I’d never really thought of Alice Sebold’s bestselling novel “The Lovely Bones” as a ghost story–though to call it haunting is an understatement, too. But there is no getting around the fact that the story’s protagonist, Susie Salmon, raped and killed at age 14, does become a ghost of sorts (when you really think about it), spending her afterlife in something like heaven, looking down on her family, watching them suffer her loss and agonizing over everyone’s inability to uncover the mystery of her tragic disappearance and death.

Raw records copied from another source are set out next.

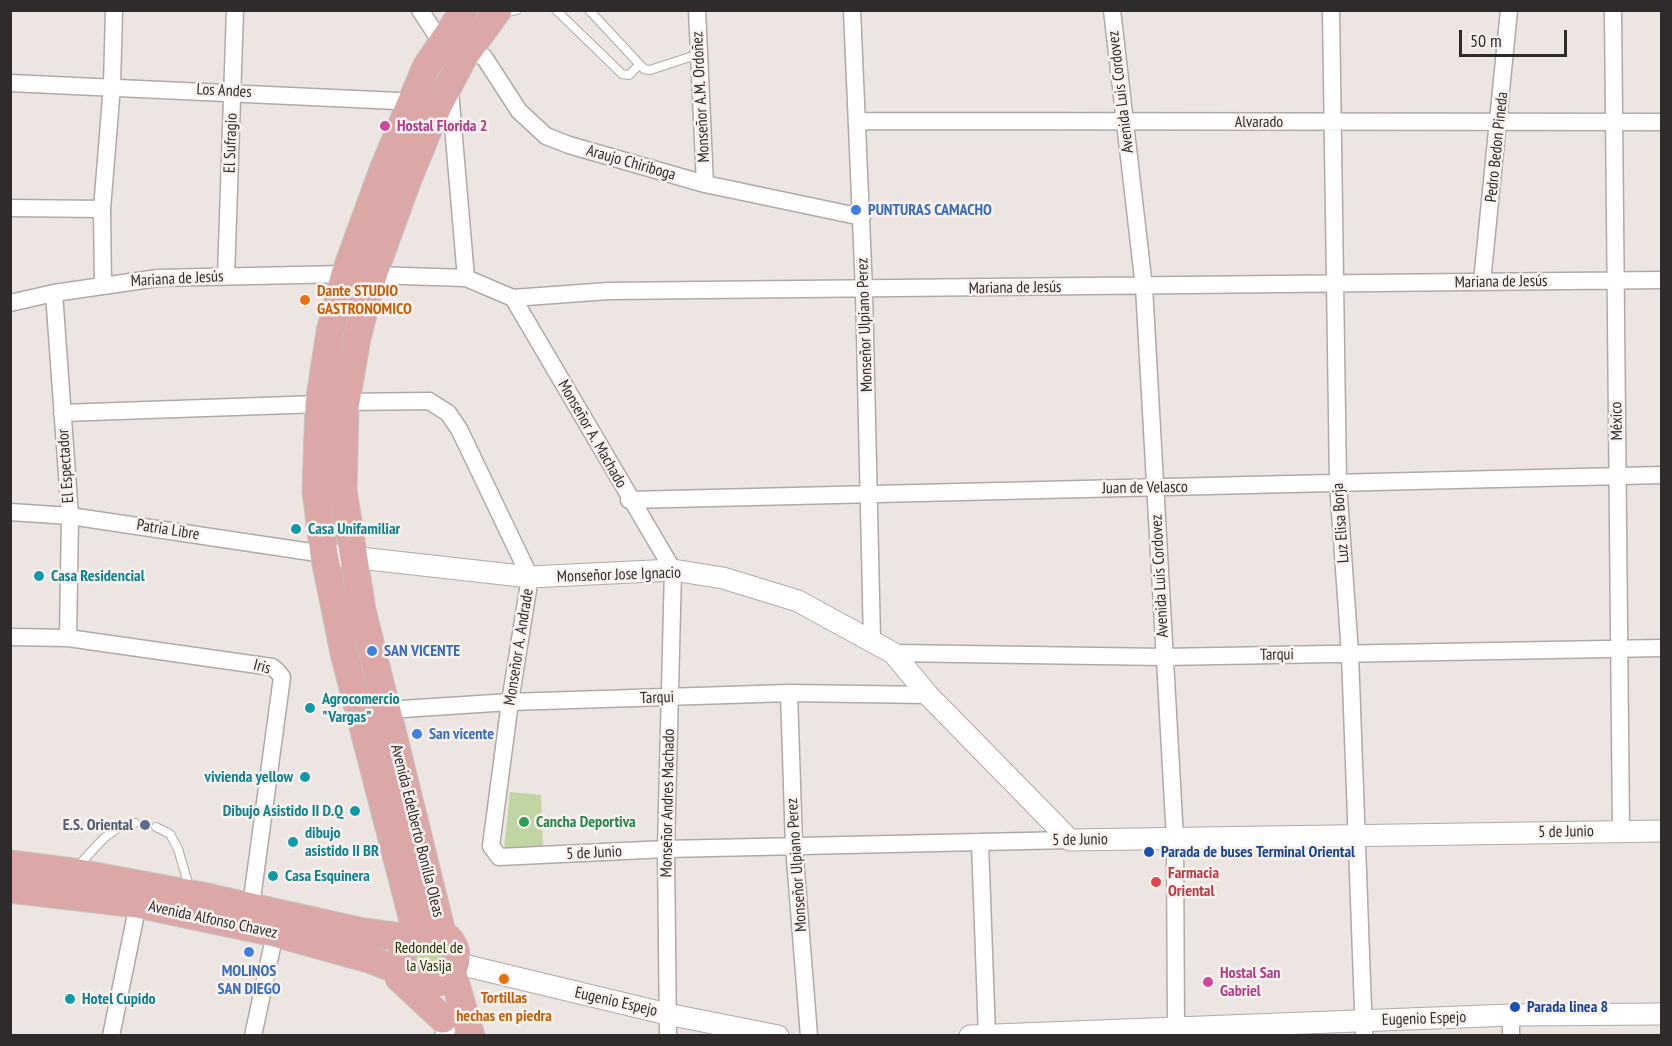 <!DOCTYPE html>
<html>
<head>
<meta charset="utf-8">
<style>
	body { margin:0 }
	#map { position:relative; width:1672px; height:1046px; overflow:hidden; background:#ede5e2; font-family:"PT Sans Narrow",sans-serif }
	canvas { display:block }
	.frame { position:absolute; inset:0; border:12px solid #2e2b2a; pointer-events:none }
	.scale { position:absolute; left:1459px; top:30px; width:108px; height:27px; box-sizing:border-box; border:3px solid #2e2b2a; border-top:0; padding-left:8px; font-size:18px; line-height:21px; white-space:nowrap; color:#2e2b2a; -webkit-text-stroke:4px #faf2ef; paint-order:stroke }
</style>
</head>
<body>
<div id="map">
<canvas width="1672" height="1046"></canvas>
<div class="frame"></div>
<div class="scale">50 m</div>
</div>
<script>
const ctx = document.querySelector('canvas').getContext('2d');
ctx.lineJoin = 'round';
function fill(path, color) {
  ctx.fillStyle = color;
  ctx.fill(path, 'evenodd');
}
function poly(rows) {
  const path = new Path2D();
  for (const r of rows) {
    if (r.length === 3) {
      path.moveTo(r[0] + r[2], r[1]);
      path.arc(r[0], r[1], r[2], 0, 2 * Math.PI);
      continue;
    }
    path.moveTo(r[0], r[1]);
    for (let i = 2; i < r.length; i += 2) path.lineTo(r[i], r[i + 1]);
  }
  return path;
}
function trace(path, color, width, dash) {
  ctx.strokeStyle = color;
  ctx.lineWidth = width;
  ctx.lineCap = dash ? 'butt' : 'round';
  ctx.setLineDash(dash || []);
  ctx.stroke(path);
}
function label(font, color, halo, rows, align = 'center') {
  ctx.font = font + ' "PT Sans Narrow",sans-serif';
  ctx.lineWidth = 5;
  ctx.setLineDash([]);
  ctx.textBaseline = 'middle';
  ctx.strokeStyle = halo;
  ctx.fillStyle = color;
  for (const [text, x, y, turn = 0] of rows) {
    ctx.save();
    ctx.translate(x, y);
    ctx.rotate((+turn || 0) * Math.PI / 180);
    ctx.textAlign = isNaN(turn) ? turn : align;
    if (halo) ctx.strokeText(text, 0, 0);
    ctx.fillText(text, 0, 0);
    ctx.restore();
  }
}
const green = poly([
	[510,792,541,795,543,849,504,849],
	[429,957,18]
]);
const service = poly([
	[556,10,622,74,629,75,639,65],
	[589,10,644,69,650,70,699,54],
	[501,13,517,10],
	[156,827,170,834,178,849,190,890],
	[77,867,104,838,119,827,135,823]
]);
const minor = poly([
	[420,10,441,42,443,51],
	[697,10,705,184],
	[852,10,864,290,872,640],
	[1112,10,1144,287,1175,838,1176,1036],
	[1331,10,1338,483,1350,654,1364,1036],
	[1613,10,1621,831],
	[462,48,484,57,519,111,546,136,569,145,705,184,862,217],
	[10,83,419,102],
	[450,91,466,278],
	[857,121,1662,122],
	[10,208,102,209],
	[373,275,466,278,513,298,608,291,1662,280],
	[226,276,235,10],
	[1482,282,1509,10],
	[103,285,102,209,112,86,114,10],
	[54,293,70,516,68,638],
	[513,298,673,570,666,849,668,1036],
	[10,303,54,293,158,278,345,274],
	[346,402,429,401,448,413,459,429,530,577,510,702,491,846,499,857,666,849,1070,840],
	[62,413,319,404],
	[629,500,1662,475],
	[10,512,70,516,324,554],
	[10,637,68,638,272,667,277,671,282,677,251,906],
	[893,653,1164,657,1662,648],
	[789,693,794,846,809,1036],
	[387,710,510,702,789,693,928,695],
	[980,842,987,1036],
	[111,1036,138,904],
	[253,1036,275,933],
	[443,1036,447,1030],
	[1511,1036,1511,1015]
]);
const tertiary = poly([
	[324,554,530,577,673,570,723,578,798,601,893,653,928,695,1070,840,1662,831],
	[455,963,667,1014,778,1036],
	[970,1036,1511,1015,1662,1014]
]);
const primary = poly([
	[10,864,73,872,197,895,363,932,409,938],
	[10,889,138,904,275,933,369,959,410,975],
	[429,957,27],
	[442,933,362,610,343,490,345,407,357,338,373,275,408,179,438,106,463,58,498,10],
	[413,935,415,929,407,897,344,653,324,554,316,491,319,404,330,332,345,274,383,170,426,67,464,10],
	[452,971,471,1036],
	[399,978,443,1019]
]);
const markers = [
	[385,126,6,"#d1479c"],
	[856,210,6,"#3f7fe0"],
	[305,300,6,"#e8710a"],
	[296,529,6,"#0f9aa8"],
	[39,576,6,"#0f9aa8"],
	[372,651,6,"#3f7fe0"],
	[310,708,6,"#0f9aa8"],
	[417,734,6,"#3f7fe0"],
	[305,777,6,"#0f9aa8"],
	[355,811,6,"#0f9aa8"],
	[524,822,6,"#2e9e5b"],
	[145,825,6,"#5c6f8a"],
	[293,842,6,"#0f9aa8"],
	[1149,852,6,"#1a4fb4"],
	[273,876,6,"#0f9aa8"],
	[1156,882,6,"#e0444e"],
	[249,952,6,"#3f7fe0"],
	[504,979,6,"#e8710a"],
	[1208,982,6,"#d1479c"],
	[70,999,6,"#0f9aa8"],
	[1515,1007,6,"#1a4fb4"]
];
const streetNames = [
	["Los Andes",224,91,3],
	["Avenida Luis Cordovez",1121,92,-97],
	["Monseñor A.M. Ordoñez",701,97,-93],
	["Alvarado",1259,122],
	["El Sufragio",231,143,-88],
	["Pedro Bedon Pineda",1497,147,-84],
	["Araujo Chiriboga",631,163,16],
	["Mariana de Jesús",177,279,-3],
	["Mariana de Jesús",1501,282,-1],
	["Mariana de Jesús",1015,288,-1],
	["Monseñor Ulpiano Perez",865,325,-92],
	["México",1617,421,-91],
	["Monseñor A. Machado",592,434,60],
	["El Espectador",66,466,-94],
	["Juan de Velasco",1145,488,-1],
	["Luz Elisa Borja",1341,523,-94],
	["Patria Libre",168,530,9],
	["Monseñor Jose Ignacio",619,575,-2],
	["Avenida Luis Cordovez",1160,576,-93],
	["Monseñor A. Andrade",519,647,-81],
	["Tarqui",1277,655,-1],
	["Iris",262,667,15],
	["Tarqui",657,698,-2],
	["Monseñor Andres Machado",668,803,-89],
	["Avenida Edelberto Bonilla Oleas",417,831,76],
	["5 de Junio",1566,832,-1],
	["5 de Junio",1080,840,-1],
	["5 de Junio",594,853,-3],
	["Monseñor Ulpiano Perez",797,865,-94],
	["Avenida Alfonso Chavez",213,920,12],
	["Eugenio Espejo",616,1002,13],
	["Eugenio Espejo",1424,1019,-2]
];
const hotelNames = [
	["Hostal Florida 2",397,126],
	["Hostal San",1220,973],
	["Gabriel",1220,991]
];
const shopNames = [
	["PUNTURAS CAMACHO",868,210],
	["SAN VICENTE",384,651],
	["San vicente",429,734],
	["MOLINOS",249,971,"center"],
	["SAN DIEGO",249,989,"center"]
];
const foodNames = [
	["Dante STUDIO",317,291],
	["GASTRONOMICO",317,309],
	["Tortillas",504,998,"center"],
	["hechas en piedra",504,1016,"center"]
];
const cultureNames = [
	["Casa Unifamiliar",308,529],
	["Casa Residencial",51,576],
	["Agrocomercio",322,699],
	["\"Vargas\"",322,717],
	["vivienda yellow",293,777,"right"],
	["Dibujo Asistido II D.Q",343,811,"right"],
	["dibujo",305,833],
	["asistido II BR",305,851],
	["Casa Esquinera",285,876],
	["Hotel Cupido",82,999]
];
const leisureNames = [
	["Cancha Deportiva",536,822]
];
const serviceNames = [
	["E.S. Oriental",133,825]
];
const transitNames = [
	["Parada de buses Terminal Oriental",1161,852],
	["Parada linea 8",1527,1007]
];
const healthNames = [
	["Farmacia",1168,873],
	["Oriental",1168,891]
];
const parkNames = [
	["Redondel de",429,948],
	["la Vasija",429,966]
];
fill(green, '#c0d5a1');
trace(service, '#b1a9a6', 10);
trace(minor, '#b1a9a6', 19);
trace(tertiary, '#b1a9a6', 23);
trace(primary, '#c4c4c3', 29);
trace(service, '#fff', 8);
trace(minor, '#fff', 16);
trace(tertiary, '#fff', 21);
trace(primary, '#dba7a7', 27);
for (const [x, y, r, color] of markers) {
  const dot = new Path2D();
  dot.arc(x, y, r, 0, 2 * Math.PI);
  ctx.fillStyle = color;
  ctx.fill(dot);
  trace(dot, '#faf2ef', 2);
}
label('16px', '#2e2b2a', '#faf2ef', streetNames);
label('bold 16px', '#b23c85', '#faf2ef', hotelNames, 'left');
label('bold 16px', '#366cbe', '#faf2ef', shopNames, 'left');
label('bold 16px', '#c56008', '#faf2ef', foodNames, 'left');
label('bold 16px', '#0d838f', '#faf2ef', cultureNames, 'left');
label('bold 16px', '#27864d', '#faf2ef', leisureNames, 'left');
label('bold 16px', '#4e5e75', '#faf2ef', serviceNames, 'right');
label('bold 16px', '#164399', '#faf2ef', transitNames, 'left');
label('bold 16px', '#be3a42', '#faf2ef', healthNames, 'left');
label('16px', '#243401', '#faf2ef', parkNames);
</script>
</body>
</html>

the lovely bones.jpgApparently for Peter Jackson bringing “The Lovely Bones” to the big screen, this story is most certainly a ghost story, though of a different sort than he is accustomed. In “Not His Typical Ghost Story (or Movie)” Terrence Rafferty of the New York Times writes:
“Things that go bump — and much, much worse — in the night have never fazed Peter Jackson. Far from it. At this point in his career, two decades and counting, a film without some form of ghoulie, ghostie or long-leggedy beastie (preferably in quantity) just wouldn’t seem like a Peter Jackson movie at all. So it’s reassuring, in a disquieting sort of way, that his latest film, “The Lovely Bones,” is a ghost story…The ghost in “The Lovely Bones”…isn’t as alarming as the specters Mr. Jackson usually traffics in: she’s a 14-year-old puzzled to have had her life ended abruptly by a neighborhood pervert, and she doesn’t so much haunt her family as look after them, from the lofty, helpless perspective of the afterlife.”

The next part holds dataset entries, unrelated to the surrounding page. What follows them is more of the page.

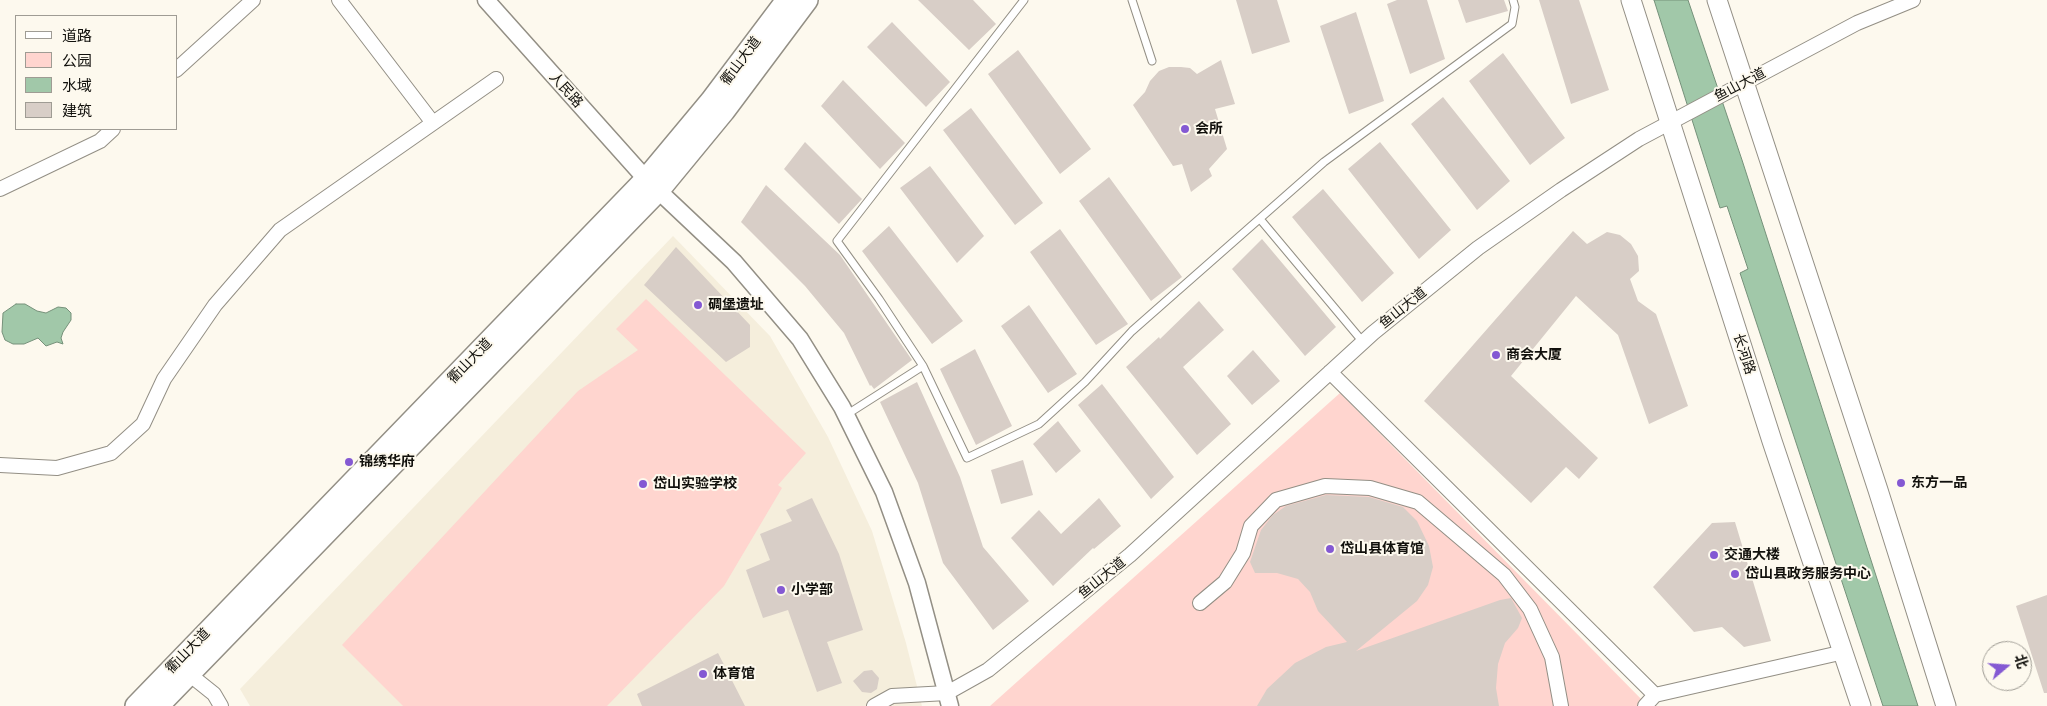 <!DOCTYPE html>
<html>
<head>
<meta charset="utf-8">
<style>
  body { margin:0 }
  #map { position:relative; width:2047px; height:706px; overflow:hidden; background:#fdf9ee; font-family:"Alegreya Sans","Noto Sans SC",sans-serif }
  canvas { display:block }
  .legend { position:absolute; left:15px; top:15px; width:162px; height:115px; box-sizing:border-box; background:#fdf9ee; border:1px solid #9f9c94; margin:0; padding:6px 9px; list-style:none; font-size:15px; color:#11100c }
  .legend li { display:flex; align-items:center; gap:10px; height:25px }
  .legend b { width:25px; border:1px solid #9f9c94 }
  .north { position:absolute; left:1982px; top:641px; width:50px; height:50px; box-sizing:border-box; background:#fdf9ee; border:1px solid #9f9c94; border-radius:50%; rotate:72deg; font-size:14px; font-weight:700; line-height:20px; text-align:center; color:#11100c }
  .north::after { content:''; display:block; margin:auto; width:18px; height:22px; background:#8459d3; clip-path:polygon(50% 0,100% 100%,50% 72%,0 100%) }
</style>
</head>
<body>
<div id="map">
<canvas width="2047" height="706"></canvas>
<ul class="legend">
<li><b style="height:6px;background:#fff"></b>道路</li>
<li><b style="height:14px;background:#ffd5cf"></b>公园</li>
<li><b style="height:14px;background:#a1c8a9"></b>水域</li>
<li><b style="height:14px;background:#d8cec7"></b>建筑</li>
</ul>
<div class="north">北</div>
</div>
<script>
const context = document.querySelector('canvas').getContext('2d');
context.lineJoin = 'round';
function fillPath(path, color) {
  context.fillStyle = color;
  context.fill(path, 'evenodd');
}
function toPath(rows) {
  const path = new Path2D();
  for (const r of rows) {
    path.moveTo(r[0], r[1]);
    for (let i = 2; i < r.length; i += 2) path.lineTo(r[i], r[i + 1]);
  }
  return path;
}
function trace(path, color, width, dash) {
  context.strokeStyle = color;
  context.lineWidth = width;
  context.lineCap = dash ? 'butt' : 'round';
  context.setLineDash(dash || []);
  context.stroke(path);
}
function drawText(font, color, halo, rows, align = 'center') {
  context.font = font + ' "Alegreya Sans","Noto Sans SC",sans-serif';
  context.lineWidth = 4;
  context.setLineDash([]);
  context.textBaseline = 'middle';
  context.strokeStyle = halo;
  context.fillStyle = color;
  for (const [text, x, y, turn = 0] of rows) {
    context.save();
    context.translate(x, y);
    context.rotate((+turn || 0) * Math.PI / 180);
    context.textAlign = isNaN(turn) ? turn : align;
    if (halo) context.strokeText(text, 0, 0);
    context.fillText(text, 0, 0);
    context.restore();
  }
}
const built = toPath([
  [673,236,770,336,828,437,872,531,906,643,922,706,250,706,240,689]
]);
const green = toPath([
  [646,299,806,453,778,485,782,488,724,586,607,706,403,706,342,645,578,391,638,350,616,329],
  [1340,393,1648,706,990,706]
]);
const water = toPath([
  [1654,0,1688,0,1742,160,1918,706,1883,706,1740,273,1748,269,1727,206,1720,208,1654,0],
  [16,304,25,304,37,311,46,313,58,307,66,308,71,313,71,320,63,332,61,338,63,344,57,342,46,346,38,338,24,344,13,344,5,340,2,332,3,313,16,304]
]);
const building = toPath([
  [918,0,973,0,996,24,969,50],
  [1236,0,1277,0,1290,42,1252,54],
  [1397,0,1427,0,1445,59,1410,74,1387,4],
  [1458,0,1504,0,1508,11,1466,23],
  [1539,0,1579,0,1609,90,1571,104],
  [1356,12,1384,101,1349,114,1320,26],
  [892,22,950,82,926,107,867,47],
  [1018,50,1091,149,1060,174,988,74],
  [1503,53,1565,138,1530,165,1469,81],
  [1221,60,1235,104,1215,109,1227,149,1209,169,1212,176,1191,192,1182,164,1173,166,1133,105,1145,92,1150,81,1159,71,1169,67,1181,67,1190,68,1197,74],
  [843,80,905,143,880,169,821,106],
  [1443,97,1510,181,1477,210,1411,124],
  [971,108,1043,203,1015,225,943,130],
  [805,142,862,199,839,224,784,169],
  [1380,142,1451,230,1419,259,1348,169],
  [930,166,984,236,957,263,900,188],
  [1109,177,1182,277,1151,301,1079,201],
  [766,185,840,255,912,360,874,389,871,385,870,386,844,333,805,286,741,222],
  [1323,189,1394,273,1362,302,1292,217],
  [889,226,963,321,932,344,862,251],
  [1060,229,1128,324,1096,345,1030,252],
  [1573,231,1587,244,1607,232,1620,235,1631,244,1638,256,1639,271,1630,279,1638,301,1656,314,1688,406,1649,424,1618,335,1576,296,1511,376,1598,458,1579,479,1566,467,1531,503,1424,401],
  [1262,239,1336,327,1305,356,1232,269],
  [676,247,750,325,750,347,726,362,644,285],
  [1199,301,1224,330,1183,367,1231,424,1197,455,1126,367,1159,337,1160,339],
  [1029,305,1077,374,1048,393,1001,326],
  [975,349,1012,426,976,445,940,369],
  [1253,350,1280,381,1252,405,1227,376],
  [917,382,960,477,983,547,1029,601,993,630,943,563,918,483,880,402],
  [1102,384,1174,477,1151,499,1078,405],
  [1058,421,1081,451,1056,473,1033,444],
  [1023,460,1033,495,1001,504,991,470],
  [1326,495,1369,497,1403,507,1417,521,1429,546,1433,567,1428,585,1417,601,1356,651,1500,600,1511,598,1522,618,1518,628,1505,643,1498,664,1496,688,1499,706,1257,706,1267,689,1295,663,1326,647,1347,642,1318,611,1310,592,1298,579,1277,573,1255,573,1250,562,1261,530,1273,515,1286,506],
  [812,498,839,554,863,630,827,642,842,683,817,692,788,610,763,618,746,570,770,560,760,534,792,521,786,510],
  [1099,498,1121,526,1094,549,1093,548,1053,586,1011,538,1039,510,1061,534],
  [1735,522,1771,641,1744,647,1722,627,1694,632,1653,587,1712,523],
  [2047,595,2047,693,2044,693,2016,606],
  [718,653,745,706,642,706,637,694],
  [872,670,879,678,877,689,871,693,862,692,853,681,864,671]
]);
const service = toPath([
  [1024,0,837,241,879,299,923,366,967,458,1039,424,1085,382,1132,331,1324,162,1512,24,1515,7,1513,0],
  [1132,0,1152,61],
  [1260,219,1363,342],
  [846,415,923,366]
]);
const minor = toPath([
  [339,0,433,123],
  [176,70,253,0],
  [0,189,100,141,113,129],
  [1330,372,1655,695,1844,652],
  [0,465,57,468,111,453,143,424,164,379,215,305,280,230,496,79],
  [1200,603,1225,582,1243,553,1251,526,1276,500,1325,486,1370,488,1418,502,1504,575,1530,609,1552,657,1561,706],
  [184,670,214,694,221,706],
  [874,706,892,696,947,693,988,670,1130,555,1373,333,1478,248,1561,190,1639,139,1857,23,1913,0],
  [1645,706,1655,695]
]);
const tertiary = toPath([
  [486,0,646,179,734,262,800,339,842,407,884,492,917,583,950,706]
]);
const secondary = toPath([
  [1631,0,1772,441,1861,706],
  [1717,0,1878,490,1946,706]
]);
const primary = toPath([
  [136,706,646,179,711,101,787,0],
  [158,706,659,190,724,111,807,0]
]);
const markers = [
  [1185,129,5,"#8459d3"],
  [698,305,5,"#8459d3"],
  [1496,355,5,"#8459d3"],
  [349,462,5,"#8459d3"],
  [1901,483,5,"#8459d3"],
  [643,484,5,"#8459d3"],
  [1330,549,5,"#8459d3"],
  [1714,555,5,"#8459d3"],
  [1735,574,5,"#8459d3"],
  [781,590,5,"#8459d3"],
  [703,674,5,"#8459d3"]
];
const streetNames = [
  ["衢山大道",741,61,-53],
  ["鱼山大道",1740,85,-28],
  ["人民路",566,90,48],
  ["鱼山大道",1403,308,-39],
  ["长河路",1744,354,72],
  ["衢山大道",470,361,-46],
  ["鱼山大道",1102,578,-39],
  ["衢山大道",188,651,-46]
];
const poiNames = [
  ["会所",1195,129],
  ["碉堡遗址",708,305],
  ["商会大厦",1506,355],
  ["锦绣华府",359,462],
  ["东方一品",1911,483],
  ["岱山实验学校",653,484],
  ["岱山县体育馆",1340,549],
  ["交通大楼",1724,555],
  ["岱山县政务服务中心",1745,574],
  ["小学部",791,590],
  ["体育馆",713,674]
];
fillPath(built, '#f5eedc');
fillPath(green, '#ffd5cf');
fillPath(water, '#a1c8a9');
trace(water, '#76917a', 1);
fillPath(building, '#d8cec7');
trace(service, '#938f85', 9);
trace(minor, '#938f85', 16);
trace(tertiary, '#938f85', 19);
trace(secondary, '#938f85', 21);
trace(primary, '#938f85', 24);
trace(service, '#fff', 7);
trace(minor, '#fff', 14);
trace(tertiary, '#fff', 16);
trace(secondary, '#fff', 19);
trace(primary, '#fff', 21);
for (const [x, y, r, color] of markers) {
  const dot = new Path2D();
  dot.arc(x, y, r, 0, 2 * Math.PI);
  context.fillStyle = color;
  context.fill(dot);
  trace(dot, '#fdf9ee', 2);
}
drawText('14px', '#11100c', '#fdf9ee', streetNames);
drawText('bold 14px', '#11100c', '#fdf9ee', poiNames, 'left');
</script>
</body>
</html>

The fact that Peter Jackson is directing the movie may actually get me to the theater to see it. I will never forget reading this novel–I started it on an overnight transcontinental flight. This was a huge mistake. While everyone was shutting off lights to get some sleep, I was hooked so deep, so quickly that soon the light over my seat was the only one left illuminated on the entire plane. I read and read until the very end, feeling shattered, devastated, and angry upon finishing it. As much as I couldn’t stop reading the book I felt hijacked by a story so upsetting I almost wished I’d never heard of it.
But boy was it powerful. The idea of seeing it on the big screen is daunting. Though, there is a certain pull for me about the way people interpret the afterlife, and this, perhaps, will not allow me to resist. And then, I love ghost stories, and it’s hard to find one more moving than “The Lovely Bones.”